When Games Matter is a weekly exploration by Drew Dixon of meaningful moments in games. Operating under the assumption that games do in fact matter, Drew seeks to highlight those moments that have much to say to say about who we are and the world we live in.
Bobby Kotick, CEO of Activision Blizzard, claims that Call of Duty: Modern Warfare 3 is the most financially successful launch of a media product ever–outpacing both books and movies. While I am not sure the comparison to other mediums is fair, I think he is probably right. In just 24 hours of being on store shelves, MW3 generated over $400 million in revenue. I did not contribute to that revenue nor am I planning to.
I understand why MW3 is popular–it offers a very solid multiplayer platform and a “visceral” and “intense” single player experience. I have recently written and talked about why I am generally disappointed with the way in which war tends to be depicted in such experiences, that, however, is not what turns me off about MW3. What I find most disappointing about MW3 is it’s dedication to a multiplayer features that predominately reward individual skill-based game play and punish the casual gamer.
To be fair, I have not yet played MW3. I have, however played every previous Modern Warfare game and I have read enough about MW3 to know that it does not represent a significant departure from the basic CoD formula. In short, the Modern Warfare games reward skilled players and punish new players. There is something brilliant to this approach that has aided Activision in creating the most profitable action franchise to date–they have come up with a way to retain their players. The more you play the game, the more you will be rewarded with better perks and equipment. The better you perform in a single match, the more likely you are to score “killstreaks” or, in the case of MW3, “strike packages”–bonuses given to players who can successfully take down a number of opponents without dying. These bonuses allow already successful players to be even more successful, giving them added advantages over struggling players. This can be incredibly frustrating to the newcomer or casual player.
There is, of course, a simple solution to this problem–play more Call of Duty. For me, the pay off of getting to the point where I can compete with the average CoD player is not worth the time commitment it would require. I feel like Call of Duty is saying to a casual shooter fan like me, this game isn’t for you. That is fine–I am perfectly happy not playing MW3. However, I was surprised by how rewarding an experience I found a similar game to be–Battlefield 3.

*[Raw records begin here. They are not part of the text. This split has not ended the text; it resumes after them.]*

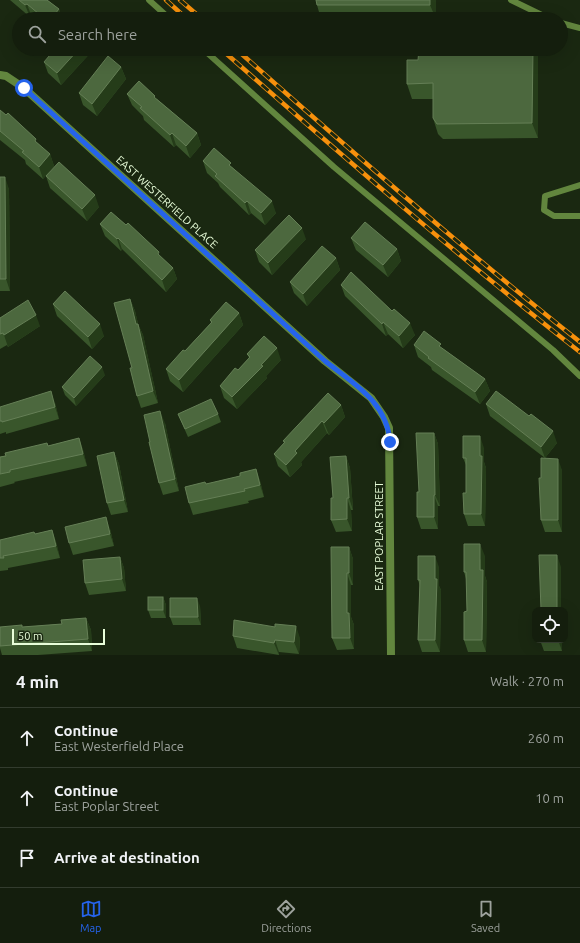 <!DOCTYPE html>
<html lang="en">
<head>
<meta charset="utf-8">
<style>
  body { margin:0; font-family:Ubuntu,sans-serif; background:#212b1b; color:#f1f3f6 }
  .controls { position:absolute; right:12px; bottom:12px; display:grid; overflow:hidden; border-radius:8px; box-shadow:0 4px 16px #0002 }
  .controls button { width:36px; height:36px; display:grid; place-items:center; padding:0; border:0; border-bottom:1px solid #333c2e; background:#141e0d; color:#f1f3f6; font:20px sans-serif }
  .scale { position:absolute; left:12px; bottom:10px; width:93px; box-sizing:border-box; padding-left:4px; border:2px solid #e9feda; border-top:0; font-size:11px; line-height:14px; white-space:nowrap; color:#e9feda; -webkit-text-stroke:3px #1a2811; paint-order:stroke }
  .stop { position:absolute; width:12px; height:12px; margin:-9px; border:3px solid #2563eb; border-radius:50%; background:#fff }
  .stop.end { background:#2563eb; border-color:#fff; box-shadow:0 1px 4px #0008 }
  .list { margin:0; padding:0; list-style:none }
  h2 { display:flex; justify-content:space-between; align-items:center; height:52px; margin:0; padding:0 16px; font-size:17px }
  h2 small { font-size:13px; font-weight:400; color:#9da29d }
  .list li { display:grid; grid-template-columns:26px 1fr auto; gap:12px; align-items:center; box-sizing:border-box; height:60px; padding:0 16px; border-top:1px solid #333c2e }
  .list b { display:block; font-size:15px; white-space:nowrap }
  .list p { margin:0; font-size:13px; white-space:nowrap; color:#9da29d }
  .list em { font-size:13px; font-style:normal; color:#9da29d }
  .icon { flex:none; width:22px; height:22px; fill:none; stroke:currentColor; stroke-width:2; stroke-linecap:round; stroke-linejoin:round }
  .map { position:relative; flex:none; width:580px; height:655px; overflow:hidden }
  .search { position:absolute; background:#141e0d; box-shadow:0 4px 16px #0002; left:12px; right:12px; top:12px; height:44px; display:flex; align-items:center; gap:10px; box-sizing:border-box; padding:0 14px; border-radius:22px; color:#9da29d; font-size:15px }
  .sheet { height:232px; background:#141e0d }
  nav { display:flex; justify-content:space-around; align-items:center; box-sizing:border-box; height:56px; border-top:1px solid #333c2e; background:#141e0d; font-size:11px; color:#9da29d }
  nav a { display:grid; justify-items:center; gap:2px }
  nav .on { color:#2563eb }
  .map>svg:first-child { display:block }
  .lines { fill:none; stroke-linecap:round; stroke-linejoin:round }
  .service { stroke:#62863e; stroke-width:6 }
  .minor { stroke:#62863e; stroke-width:8 }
  .rail-casing { stroke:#f7900c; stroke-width:4.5 }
  .rail { stroke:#1a2811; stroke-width:3; stroke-dasharray:9; stroke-linecap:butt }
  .wall { fill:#39562b }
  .shaded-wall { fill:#253c19 }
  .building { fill:#4c683e; stroke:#657f56 }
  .route { stroke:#2563eb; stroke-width:5 }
  .labels { text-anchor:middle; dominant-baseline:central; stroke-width:3; stroke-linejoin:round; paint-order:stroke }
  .street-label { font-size:11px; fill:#e9feda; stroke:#1a2811 }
</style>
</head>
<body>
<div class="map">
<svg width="580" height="655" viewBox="0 0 580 655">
  <rect width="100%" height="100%" fill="#1a2811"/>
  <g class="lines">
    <g class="service">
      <path d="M149 0 170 19"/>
      <path d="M511 0 550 19"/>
      <path d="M561 23 580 28"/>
      <path d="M203 49 334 167 553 350 580 376"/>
      <path d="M580 185 545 196 544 210 554 216H580"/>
    </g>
    <path class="minor" d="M0 75 6 76 24 88 325 361 371 398 384 417 389 428 391 655"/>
    <defs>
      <g id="rail">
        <path d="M166 0 187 19"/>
        <path d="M180 0 202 19"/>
        <path d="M221 49C339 153 456 255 580 352"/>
        <path d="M236 49C349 149 462 248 580 342"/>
      </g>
    </defs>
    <use href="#rail" class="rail-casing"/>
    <use href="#rail" class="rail"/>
  </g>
  <g class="wall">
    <path d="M10 0H47L59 9 62 19H35L31 15 30 17Z"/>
    <path d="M316 0H436V19H321L317 5Z"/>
    <path d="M419 49H537L538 53V138L443 139 438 134 433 118V99H412L407 84 418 60Z"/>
    <path d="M93 50 61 85 48 73 44 62Z"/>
    <path d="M121 67 126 79 97 116 83 105 79 93Z"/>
    <path d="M127 94 157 99 197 133 201 145 190 158 176 145 174 147 144 120 143 116 132 105Z"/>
    <path d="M0 110 50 154 54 166 43 179 26 164 25 160 0 140Z"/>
    <path d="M203 161 232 167 276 213 265 225 251 213 249 215 220 187 218 183 207 173Z"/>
    <path d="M46 176 99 207 87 221 50 188Z"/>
    <path d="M0 177 9 189 10 291H0Z"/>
    <path d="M100 224 161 257 173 268 177 279 166 292 122 249 121 251 105 236Z"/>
    <path d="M351 238 397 249 401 261 388 277 356 250Z"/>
    <path d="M306 239 272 275 259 262 255 250Z"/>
    <path d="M336 258 340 270 307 306 294 293 290 282Z"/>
    <path d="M341 285 392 311 415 335 403 348 388 334 386 336 345 296Z"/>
    <path d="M130 299 135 311 138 324 143 335 158 403 141 408 137 396 132 368Z"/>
    <path d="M53 304 104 336 92 349 57 316Z"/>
    <path d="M239 313 243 325 183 392 170 381 166 369 185 351 211 323 210 320Z"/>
    <path d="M0 318 40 326 8 347 7 345 0 349Z"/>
    <path d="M414 345 442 348 485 379 490 391 480 404 432 370 431 367 418 357Z"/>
    <path d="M247 354 281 360 266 376 267 378 237 409 224 398 220 386 238 370 249 358Z"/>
    <path d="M105 375 76 406 65 395 62 387Z"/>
    <path d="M55 403 59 419 6 434V432L0 434V407Z"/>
    <path d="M486 404 529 416 557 443 545 458 562 470V532H545L541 520V478L545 458 490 416Z"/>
    <path d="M341 405 345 417 329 435 327 433 301 462 302 465 290 477 278 466 274 454 284 443 283 441Z"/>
    <path d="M178 414H218L221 422 188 437Z"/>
    <path d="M165 423 179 491 163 495 159 483 150 442Z"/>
    <path d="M434 433 438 444 440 506H438V529H421L417 517 419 492Z"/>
    <path d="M79 438 83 450 87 466 14 482 15 483 0 487V457L47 443 48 446Z"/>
    <path d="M484 448V462L486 468 485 526H468L464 514 466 493V465L463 458Z"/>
    <path d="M114 452 119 464 128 512 111 515 107 503Z"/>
    <path d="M346 456 350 468 353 510H351L352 531 336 532 331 520 333 498Z"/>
    <path d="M256 469 260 481 264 497 248 501 249 503 193 515 189 503 206 484 240 476Z"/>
    <path d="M110 529 114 546 73 555 69 543Z"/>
    <path d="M52 530 56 542 60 558 8 568V570L0 571V540L35 534Z"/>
    <path d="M349 547 353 559V585H351V617L354 625V649L337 650 332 638Z"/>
    <path d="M485 556V576L487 582 486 652H468L464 640 467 611 466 579 464 572Z"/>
    <path d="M120 557 124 568 126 591 89 595 85 583Z"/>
    <path d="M439 567V586L441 590 440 652H422L418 640 420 586 418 580Z"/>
    <path d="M163 597 166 605V618H151L148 610Z"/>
    <path d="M200 606 201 625H173L170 617Z"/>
    <path d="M86 618 91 630 92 651 38 655H2L0 648V627H23L62 624Z"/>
    <path d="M275 627 300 638 299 654 279 652V655L237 648 233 636Z"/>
    <path d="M540 640H562V651H544Z"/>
  </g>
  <g class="shaded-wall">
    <path d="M430 0H436V19L430 5Z"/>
    <path d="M27 4 31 15 30 17 25 5Z"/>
    <path d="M59 9 62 19H51Z"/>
    <path d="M79 49H93V50L61 85 57 73Z"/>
    <path d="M533 49H537L538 53V138L532 123Z"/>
    <path d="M121 67 126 79 97 116 92 104Z"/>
    <path d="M172 133 176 145 174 147 170 135Z"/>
    <path d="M197 133 201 145 190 158 186 146Z"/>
    <path d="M50 154 54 166 43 179 39 167Z"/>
    <path d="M5 177 9 189 10 291 6 279Z"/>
    <path d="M95 195 99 207 87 221 82 209Z"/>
    <path d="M247 201 251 213 249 215 245 203Z"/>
    <path d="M272 201 276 213 265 225 261 213Z"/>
    <path d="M302 228 306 239 272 275 268 263Z"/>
    <path d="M118 238 122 249 121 251 117 239Z"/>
    <path d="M397 249 401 261 388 277 383 265Z"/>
    <path d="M336 258 340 270 307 306 303 294Z"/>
    <path d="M173 268 177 279 166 292 162 280Z"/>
    <path d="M130 299 135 311 141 336 136 324Z"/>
    <path d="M239 313 243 325 183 392 179 380Z"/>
    <path d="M36 315 40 326 8 347 4 335Z"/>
    <path d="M383 322 388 334 386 336 382 324Z"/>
    <path d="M410 323 415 335 403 348 399 336Z"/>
    <path d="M100 324 104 336 92 349 88 337Z"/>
    <path d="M138 324 143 335 158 403 153 391Z"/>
    <path d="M277 348 281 360 266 376 267 378 237 409 232 397Z"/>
    <path d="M102 367 105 375 76 406 74 398Z"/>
    <path d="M485 379 490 391 480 404 475 392Z"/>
    <path d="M51 391 55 403 59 419 55 407Z"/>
    <path d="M341 405 345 417 329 435 324 423Z"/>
    <path d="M160 411 165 423 179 491 175 479Z"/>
    <path d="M322 421 327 433 301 462 302 465 290 477 286 465 295 451Z"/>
    <path d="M553 431 557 443 545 458 541 447Z"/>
    <path d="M434 433 438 444 440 506 435 495Z"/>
    <path d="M480 436 484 448V462L486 468 485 526 481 514Z"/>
    <path d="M79 438 83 450 87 466 83 454Z"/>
    <path d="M114 452 119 464 128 512 124 500Z"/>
    <path d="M346 456 350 468 353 510 349 498Z"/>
    <path d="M558 459 562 470V532L558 520Z"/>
    <path d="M256 469 260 481 264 497 260 485Z"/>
    <path d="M434 495 438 506V529L434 517Z"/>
    <path d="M347 498 351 510 352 531 347 519Z"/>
    <path d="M106 517 110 529 114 546 110 534Z"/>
    <path d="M52 530 56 542 60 558 56 546Z"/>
    <path d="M480 544 485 556V576L487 582 486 652 482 640Z"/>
    <path d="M349 547 353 559V585L349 573Z"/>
    <path d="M557 555 561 567V610H557Z"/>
    <path d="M435 556 439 567V586L441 590 440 652 435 640Z"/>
    <path d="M120 557 124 568 126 591 122 579Z"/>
    <path d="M347 573 351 585V617L354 625V649L350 638 347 613Z"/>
    <path d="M163 597 166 605V618L163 610Z"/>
    <path d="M197 598 200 606 201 625 198 617Z"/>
    <path d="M86 618 91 630 92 651 88 639Z"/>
    <path d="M296 626 300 638 299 654 294 642Z"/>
    <path d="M275 640 279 652V655L274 643Z"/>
    <path d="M558 640H562V651Z"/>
  </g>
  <g class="building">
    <path d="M19 0H47L59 9 51 19H45L27 4 25 5Z"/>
    <path d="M316 0H430V5H317Z"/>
    <path d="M55 49H79L57 73 44 62Z"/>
    <path d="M419 49H533L532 123 437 124 433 118V83L407 84V60H418Z"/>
    <path d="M108 56 121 67 92 104 79 93Z"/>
    <path d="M139 81 155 96 154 97 197 133 186 146 172 133 170 135 140 108 142 107 127 94Z"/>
    <path d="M0 110 6 115 8 113 36 139 35 141 50 154 39 167 22 152 24 151 0 131Z"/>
    <path d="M214 148 231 163 229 165 272 201 261 213 247 201 245 203 215 176 217 174 203 161Z"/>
    <path d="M59 162 95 195 82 209 46 176Z"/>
    <path d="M0 177H5L6 279H0Z"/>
    <path d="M111 212 126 225 128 223 159 252 158 254 173 268 162 280 118 238 117 239 100 224Z"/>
    <path d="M289 215 302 228 268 263 255 250Z"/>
    <path d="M365 222 397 249 383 265 351 238Z"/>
    <path d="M322 246 336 258 303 294 290 282Z"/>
    <path d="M351 272 392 311 394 309 410 323 399 336 383 322 382 324 341 285Z"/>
    <path d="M65 291 100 324 88 337 53 304Z"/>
    <path d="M130 299 136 324H138L153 391 137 396 130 368H132L114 303Z"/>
    <path d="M28 300 36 315 4 335 3 333 0 334V318Z"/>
    <path d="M226 302 239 313 179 380 166 369 183 350 185 351 212 322 210 320Z"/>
    <path d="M424 331 441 344 439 346 485 379 475 392 428 358 429 357 414 345Z"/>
    <path d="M264 336 277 348 261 365 263 366 232 397 220 386 235 368 238 370 250 357 247 354Z"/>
    <path d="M90 356 102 367 74 398 62 387Z"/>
    <path d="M51 391 55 407 2 422V421H0V407Z"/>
    <path d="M496 391 529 416 531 414 553 431 541 447 486 404Z"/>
    <path d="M328 393 341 405 324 423 322 421 295 451 297 453 286 465 274 454 285 442 283 441Z"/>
    <path d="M211 399 218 414 185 429 178 414Z"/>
    <path d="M160 411 175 479 159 483 149 442H150L144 415Z"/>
    <path d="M416 433H434L435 495H434V517H417V492H419Z"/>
    <path d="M463 436H480V456H482L481 514H464L463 493H466V458H463Z"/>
    <path d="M79 438 83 454 10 470V472L0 474V457L6 456 5 453 47 443 48 446Z"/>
    <path d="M114 452 124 500 107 503 97 456Z"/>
    <path d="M346 456 349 498H347V519L331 520V498H333L330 457Z"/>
    <path d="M541 458 558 459V520H541L539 478H541Z"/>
    <path d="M256 469 260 485 244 489 245 491 189 503 185 487 205 482 206 484 240 476V473Z"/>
    <path d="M106 517 110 534 69 543 65 527Z"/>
    <path d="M52 530 56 546 3 556 4 558H0V540L34 532 35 534Z"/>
    <path d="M464 544H480V570H483L482 640H464V612L467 611 466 572H464Z"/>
    <path d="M331 547H349V573H347V613H349L350 638H332Z"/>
    <path d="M539 555H557V610H541Z"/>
    <path d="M418 556H435V579H437L435 640H418L420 580H418Z"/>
    <path d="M120 557 122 579 85 583 83 560Z"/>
    <rect x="148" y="597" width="15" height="13"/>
    <path d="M170 598H197L198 617H170Z"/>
    <path d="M86 618 88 639 0 646V627L22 625V627L62 624 61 620Z"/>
    <path d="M234 620 275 627V624L296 626 294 642 275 640 274 643 233 636Z"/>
  </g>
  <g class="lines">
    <path class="route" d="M24 88 325 361C354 384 387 402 390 442"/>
  </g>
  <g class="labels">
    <g class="street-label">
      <text transform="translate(167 202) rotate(42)">EAST WESTERFIELD PLACE</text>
      <text transform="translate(379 536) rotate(-90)">EAST POPLAR STREET</text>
    </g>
  </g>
</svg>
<div class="controls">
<button><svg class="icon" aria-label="locate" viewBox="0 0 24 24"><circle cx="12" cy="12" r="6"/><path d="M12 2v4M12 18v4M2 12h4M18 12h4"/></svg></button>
</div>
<div class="scale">50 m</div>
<div class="stop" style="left:24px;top:88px"></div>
<div class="stop end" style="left:390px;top:442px"></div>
<div class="search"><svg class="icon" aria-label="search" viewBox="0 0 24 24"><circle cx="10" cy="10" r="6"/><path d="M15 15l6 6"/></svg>Search here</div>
</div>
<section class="sheet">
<h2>4 min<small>Walk · 270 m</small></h2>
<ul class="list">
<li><svg class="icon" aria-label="ahead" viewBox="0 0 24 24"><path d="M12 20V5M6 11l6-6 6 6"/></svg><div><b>Continue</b><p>East Westerfield Place</p></div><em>260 m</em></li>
<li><svg class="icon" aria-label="ahead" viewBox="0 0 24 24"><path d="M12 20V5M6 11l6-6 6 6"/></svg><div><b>Continue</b><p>East Poplar Street</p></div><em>10 m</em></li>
<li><svg class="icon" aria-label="arrive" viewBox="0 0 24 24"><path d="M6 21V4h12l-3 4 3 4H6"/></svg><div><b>Arrive at destination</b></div></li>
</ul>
</section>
<nav>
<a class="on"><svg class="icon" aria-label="map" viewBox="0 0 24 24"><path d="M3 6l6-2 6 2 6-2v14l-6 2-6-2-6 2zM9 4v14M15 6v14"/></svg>Map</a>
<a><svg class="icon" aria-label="directions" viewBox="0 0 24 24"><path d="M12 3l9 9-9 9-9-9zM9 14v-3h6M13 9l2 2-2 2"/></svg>Directions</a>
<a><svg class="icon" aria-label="saved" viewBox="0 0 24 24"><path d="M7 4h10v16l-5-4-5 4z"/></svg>Saved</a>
</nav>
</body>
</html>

Despite the fact that Battlefield 3 is MW3’s biggest competitor and boasts of a similarly “visceral” war experience, the multiplayer of the two games is quite different. Battlefield employs a similar leveling system to that of Call of Duty minus the kill streaks. However, every Battlefield match has an objective–you attack or defend certain points on the map. Combine this with B3‘s squad system and the result is a very different multiplayer experience. There are four different roles you can choose from inside your squad–some are designed to fix and destroy vehicles while others are designed to scout out the enemy or give healthy bonuses to teammates. If you play within your role, whether you kill a tremendous amount of players from the other team or not, you will score well at B3. In fact the more you play within your role, the more likely you are to score well. In this way B3 rewards teamwork, foresight, and planning as much or more than pure individual skill. In the games I have played it is quite common for the best player not to be the one with the most kills.
I understand the appeal of MW3, but at the end of the day it really is just another shooter that emphasizes putting other people in their place. I settled on B3 as I appreciate games that welcome creative styles of play and encourage cooperation in an overly competitive environment.